Le destin a voulu que Walt Kelly soit animateur chez Walt Disney, avant de créer son propre animal iconique. À la manière des habitants de Mickeyville, les créatures du marais d’Okefenokee allaient parler à tous les américains durant 25 ans.

Le destin a voulu que Walt Kelly soit animateur chez Walt Disney avant de créer lui-aussi un animal iconique, malin et débrouillard, Pogo l’opossum. À la manière des habitants de Mickeyville, les créatures du marais d’Okefenokee, en Géorgie allaient parler à tous les américains durant vingt-cinq ans. Divertissement familial, satires politiques, parodies et expériences poétiques, Pogo va concentrer toutes les formes de bande dessinée en un comics strip joyeux et inclassable.

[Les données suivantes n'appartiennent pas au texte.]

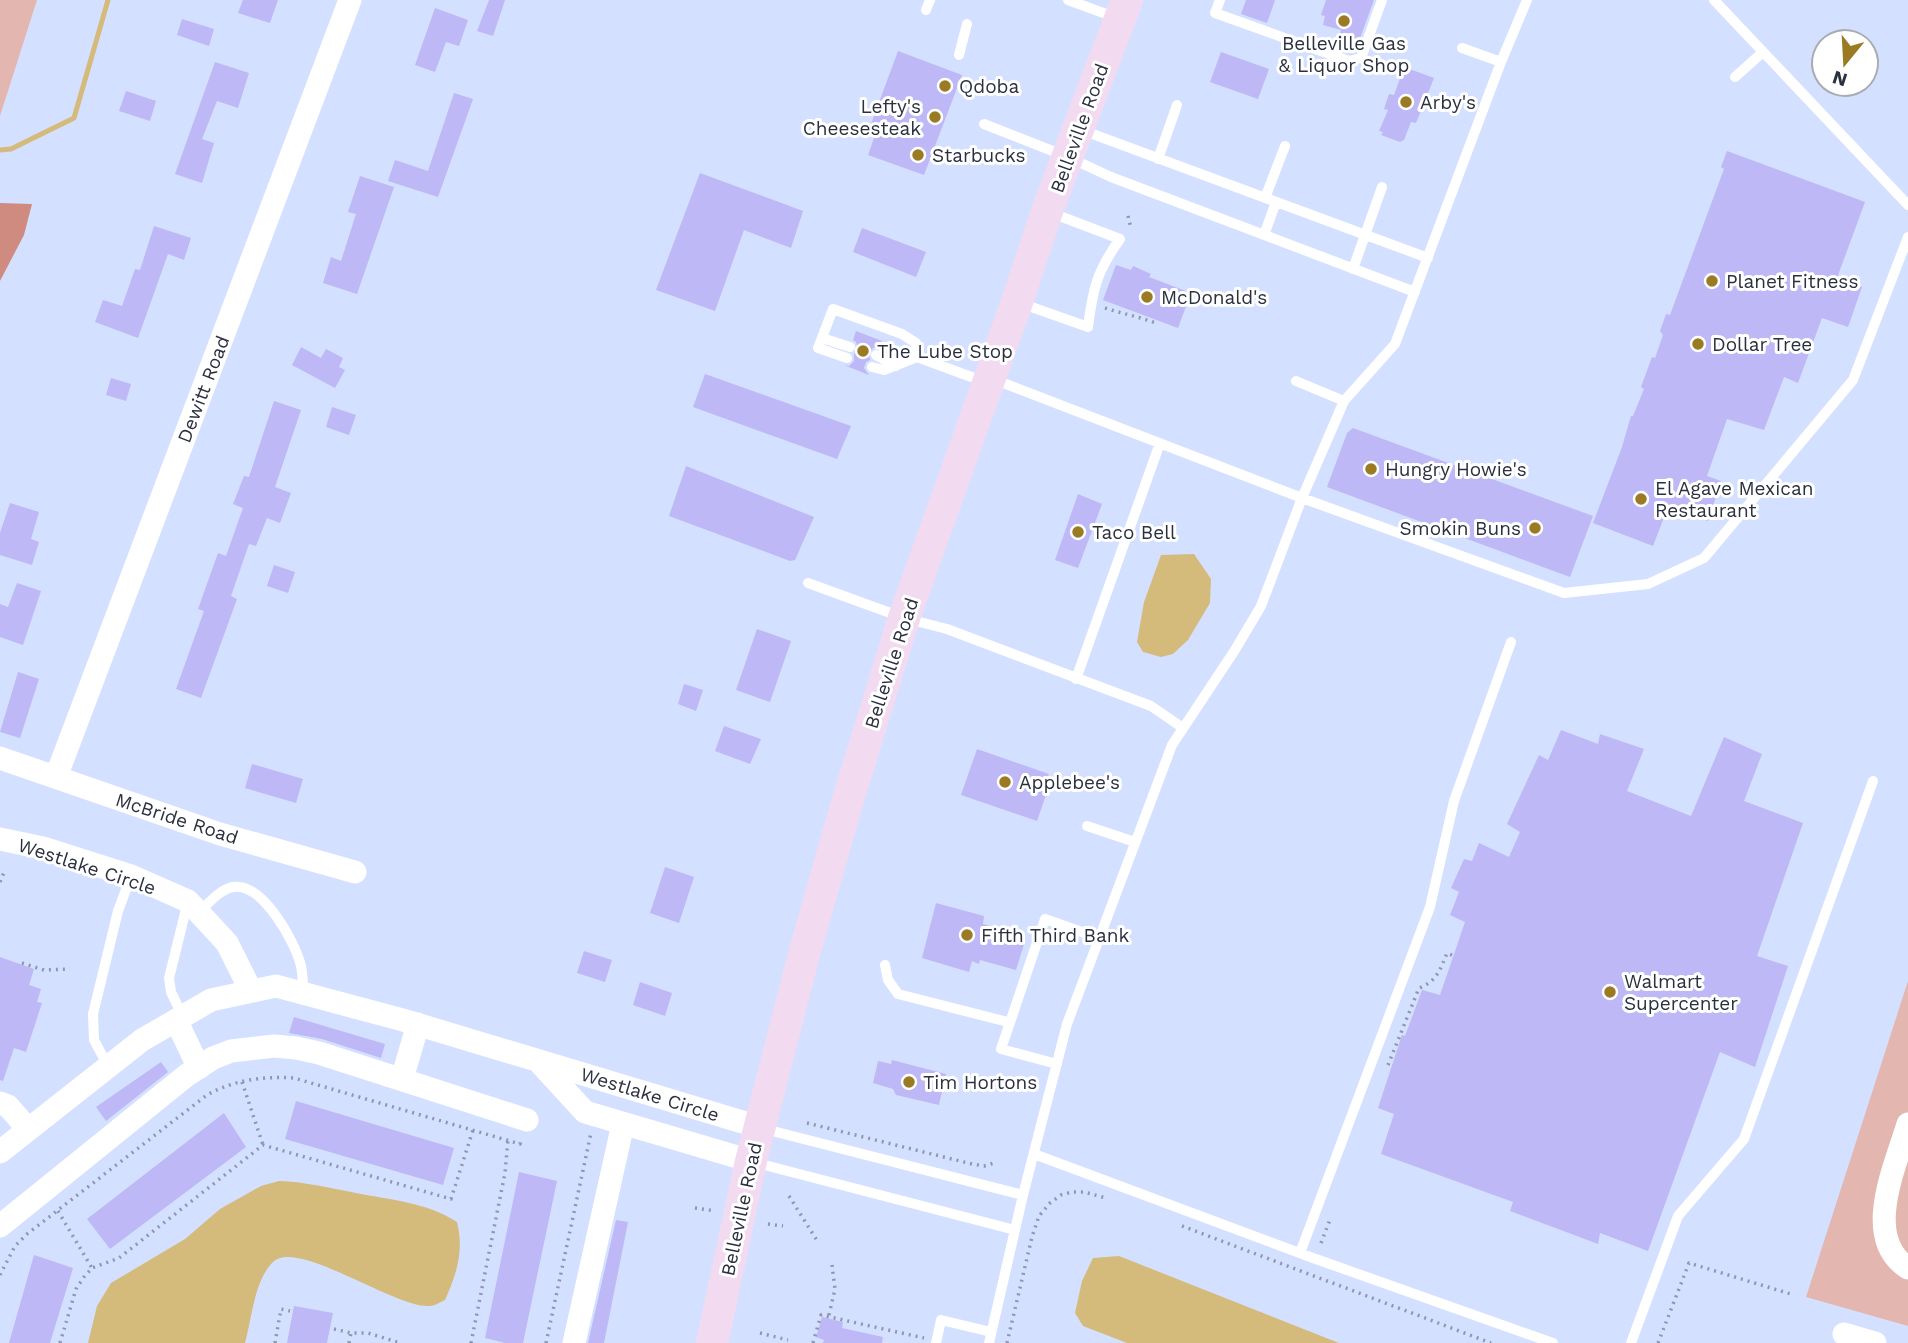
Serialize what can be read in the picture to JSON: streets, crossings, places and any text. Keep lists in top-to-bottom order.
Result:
{
  "streets": {
    "main road": ["Belleville Road"],
    "street": ["Dewitt Road", "McBride Road", "Westlake Circle"]
  },
  "crossings": [
    ["Belleville Road", "Westlake Circle"],
    ["Dewitt Road", "McBride Road"]
  ],
  "places": [
    "Belleville Gas & Liquor Shop",
    "Qdoba",
    "Arby's",
    "Lefty's Cheesesteak",
    "Starbucks",
    "Planet Fitness",
    "McDonald's",
    "Dollar Tree",
    "The Lube Stop",
    "Hungry Howie's",
    "El Agave Mexican Restaurant",
    "Smokin Buns",
    "Taco Bell",
    "Applebee's",
    "Fifth Third Bank",
    "Walmart Supercenter",
    "Tim Hortons"
  ],
  "north": "bottom"
}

Pogo de Walt Kelly, Akileos

Avec un trait rond, très cartoon et proche de ces studios Disney qu’il vient de quitter, Kelly invente un monde féerique rempli de problème. Grand amateur d’Alice au pays des merveilles ou peut être du Vent dans les saules, le vernis mignon des personnages et les paysages idylliques renferment un univers complexe fait de problèmes et de tensions, en miroir de la société américaine de l’époque. Économie, politique, faits de société, il n’hésite pas à lancer le débat dans le marais, quitte à s’imposer comme polémiste. Le dessinateur ne s’en cache pas, allant jusqu’à parodier et caricaturer les propos ou les figures d’Eisenhower, McCarthy, Fidel Castro ou encore Nixon et Hoover. Un jeu avec l’actualité qui lui pose quand même quelques problèmes entre surveillance du gouvernement et strips non publiés. Kelly avait alors une astuce, il dessinait des strips alternatifs pour les journaux qui ne voulaient pas de politique mais qui ne souhaitait pas arrêter la publication. Il concevait ce qu’il appelait des « bunny strips », des planches mettant en scène des lapins (bunny) pour marquer ce caractère inoffensif et les distinguer. Il suggérait ainsi aux lecteurs que si vous voyiez des lapins dans Pogo, le journal pensait à votre place.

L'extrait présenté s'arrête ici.